--- START ---
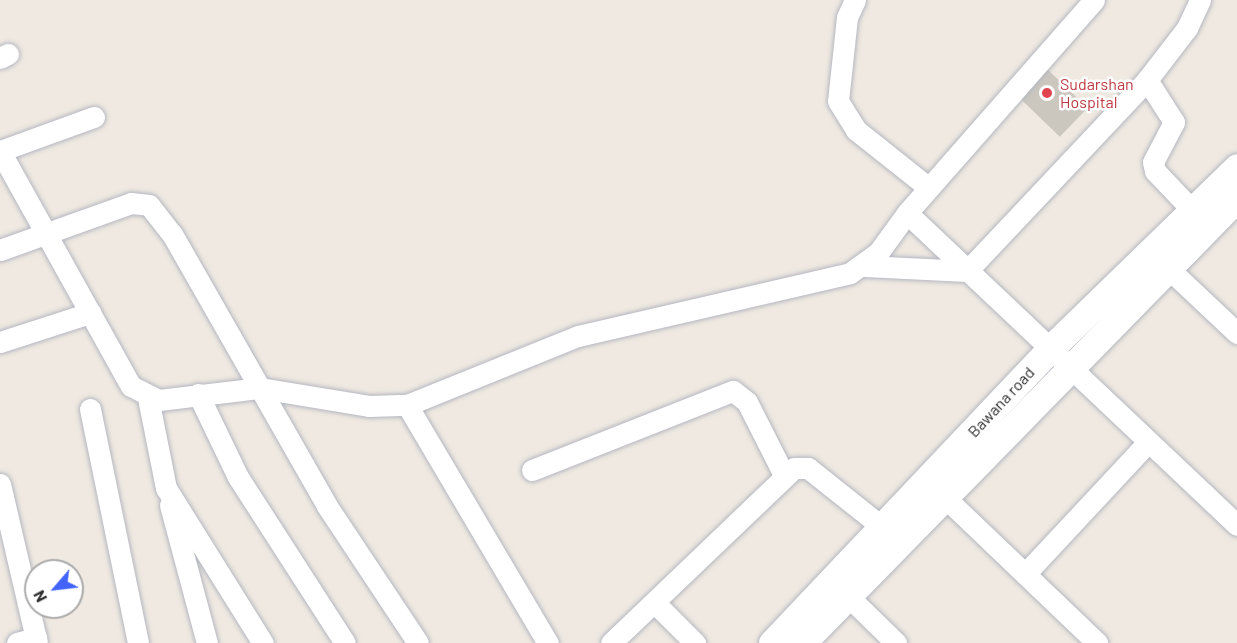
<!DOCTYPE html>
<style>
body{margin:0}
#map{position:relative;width:1237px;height:643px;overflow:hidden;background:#efe9e1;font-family:Barlow,sans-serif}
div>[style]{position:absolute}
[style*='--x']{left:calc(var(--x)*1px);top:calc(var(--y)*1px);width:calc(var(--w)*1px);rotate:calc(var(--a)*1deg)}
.building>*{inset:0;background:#cbc7bf;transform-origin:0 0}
.roads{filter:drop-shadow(0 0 2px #b4b7c1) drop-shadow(0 0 2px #b4b7c1)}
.minor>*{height:21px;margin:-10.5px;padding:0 10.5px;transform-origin:10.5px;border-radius:10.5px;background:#fff}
.tertiary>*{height:27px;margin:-13.5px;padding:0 13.5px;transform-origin:13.5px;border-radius:13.5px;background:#fff}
.dots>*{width:16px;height:16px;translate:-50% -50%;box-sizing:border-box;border:3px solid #fff;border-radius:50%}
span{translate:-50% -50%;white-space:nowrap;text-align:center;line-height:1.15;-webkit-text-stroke:5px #fff;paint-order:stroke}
.health-label{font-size:16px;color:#be3a42}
.left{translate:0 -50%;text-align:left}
.street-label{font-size:16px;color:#2e2e2e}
.north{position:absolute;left:24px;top:559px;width:60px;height:60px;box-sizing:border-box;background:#fff;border:2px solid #ababab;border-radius:50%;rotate:242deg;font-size:16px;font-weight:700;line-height:24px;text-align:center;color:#2e2e2e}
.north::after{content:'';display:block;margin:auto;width:21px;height:27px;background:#4264fb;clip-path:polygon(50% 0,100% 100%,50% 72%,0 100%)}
</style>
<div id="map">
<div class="building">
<i style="left:1043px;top:65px;width:62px;height:40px;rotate:44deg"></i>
</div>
<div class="roads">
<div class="minor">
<i style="--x:855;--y:0;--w:19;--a:115"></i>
<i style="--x:847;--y:17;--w:84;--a:96.1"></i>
<i style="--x:838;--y:101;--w:34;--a:58"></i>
<i style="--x:856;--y:130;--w:93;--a:38.5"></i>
<i style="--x:1094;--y:0;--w:283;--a:131.3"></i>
<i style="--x:907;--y:213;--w:454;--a:43.4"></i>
<i style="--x:0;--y:58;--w:9;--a:-27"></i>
<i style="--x:1147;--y:80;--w:50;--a:57.3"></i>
<i style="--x:1174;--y:122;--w:45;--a:117.7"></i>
<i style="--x:1153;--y:162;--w:9;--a:77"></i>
<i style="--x:1155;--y:171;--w:55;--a:46.5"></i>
<i style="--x:0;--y:151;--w:269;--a:60.9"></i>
<i style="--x:131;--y:386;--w:31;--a:27"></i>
<i style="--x:159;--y:400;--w:102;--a:-6.8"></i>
<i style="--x:260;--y:388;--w:110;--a:9.4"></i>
<i style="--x:369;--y:406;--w:38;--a:-2"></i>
<i style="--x:407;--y:405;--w:184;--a:-22"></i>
<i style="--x:578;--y:336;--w:279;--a:-13"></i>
<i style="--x:850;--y:273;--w:34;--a:-36"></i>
<i style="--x:878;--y:253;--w:49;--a:-54.1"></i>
<i style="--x:0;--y:151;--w:100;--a:-19.9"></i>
<i style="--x:0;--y:250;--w:139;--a:-19.7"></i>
<i style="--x:131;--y:203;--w:18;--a:6"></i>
<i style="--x:149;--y:205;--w:37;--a:52"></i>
<i style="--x:172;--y:234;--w:313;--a:60.3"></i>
<i style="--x:327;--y:506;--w:164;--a:56.4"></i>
<i style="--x:865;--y:266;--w:102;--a:2.8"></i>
<i style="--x:967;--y:271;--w:262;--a:-46.7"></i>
<i style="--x:1147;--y:80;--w:66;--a:-52.4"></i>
<i style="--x:1187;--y:28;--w:31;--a:-65"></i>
<i style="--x:1168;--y:268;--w:95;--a:43.3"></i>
<i style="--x:0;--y:342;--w:95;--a:-17.9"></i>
<i style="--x:198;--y:394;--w:92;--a:64.3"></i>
<i style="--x:238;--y:477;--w:197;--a:57.2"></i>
<i style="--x:148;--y:398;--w:92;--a:78.7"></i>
<i style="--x:166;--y:488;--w:183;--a:58"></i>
<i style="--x:407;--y:405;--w:277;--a:59.4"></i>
<i style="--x:90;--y:409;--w:239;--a:78.4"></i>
<i style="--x:532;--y:470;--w:216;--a:-21.5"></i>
<i style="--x:733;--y:391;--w:18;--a:38"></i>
<i style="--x:747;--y:402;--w:82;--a:63.1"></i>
<i style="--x:0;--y:484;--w:163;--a:76.9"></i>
<i style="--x:934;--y:487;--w:226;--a:43.7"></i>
<i style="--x:170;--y:505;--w:143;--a:75"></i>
<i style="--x:1025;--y:574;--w:180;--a:-47"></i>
<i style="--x:847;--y:595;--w:69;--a:44.4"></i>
<i style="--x:655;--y:603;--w:57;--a:45"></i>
<i style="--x:17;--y:643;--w:20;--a:-15"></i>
<i style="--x:611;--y:643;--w:253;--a:-43.7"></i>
<i style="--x:794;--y:468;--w:14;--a:0"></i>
<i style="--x:808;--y:468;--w:93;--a:38.5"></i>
</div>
<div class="tertiary">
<i style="--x:772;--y:643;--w:403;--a:-46.6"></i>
<i style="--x:1049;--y:350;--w:262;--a:-44.2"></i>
<i style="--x:802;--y:643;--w:622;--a:-45.65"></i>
</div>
</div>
<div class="dots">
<i style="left:1047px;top:93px;background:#e0444e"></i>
</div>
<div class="health-label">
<span class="left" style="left:1060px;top:93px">Sudarshan<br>Hospital</span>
</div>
<div class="street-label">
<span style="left:1001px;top:402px;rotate:-47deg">Bawana road</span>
</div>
<div class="north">N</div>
</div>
--- END ---
» **Exercise prompt**: With every picture omitted, write out the material exactly from its first line through the line containing "2px #b4b7c1) drop-shadow(0".

» **Written answer**:
<!DOCTYPE html>
<style>
body{margin:0}
#map{position:relative;width:1237px;height:643px;overflow:hidden;background:#efe9e1;font-family:Barlow,sans-serif}
div>[style]{position:absolute}
[style*='--x']{left:calc(var(--x)*1px);top:calc(var(--y)*1px);width:calc(var(--w)*1px);rotate:calc(var(--a)*1deg)}
.building>*{inset:0;background:#cbc7bf;transform-origin:0 0}
.roads{filter:drop-shadow(0 0 2px #b4b7c1) drop-shadow(0 0 2px #b4b7c1)}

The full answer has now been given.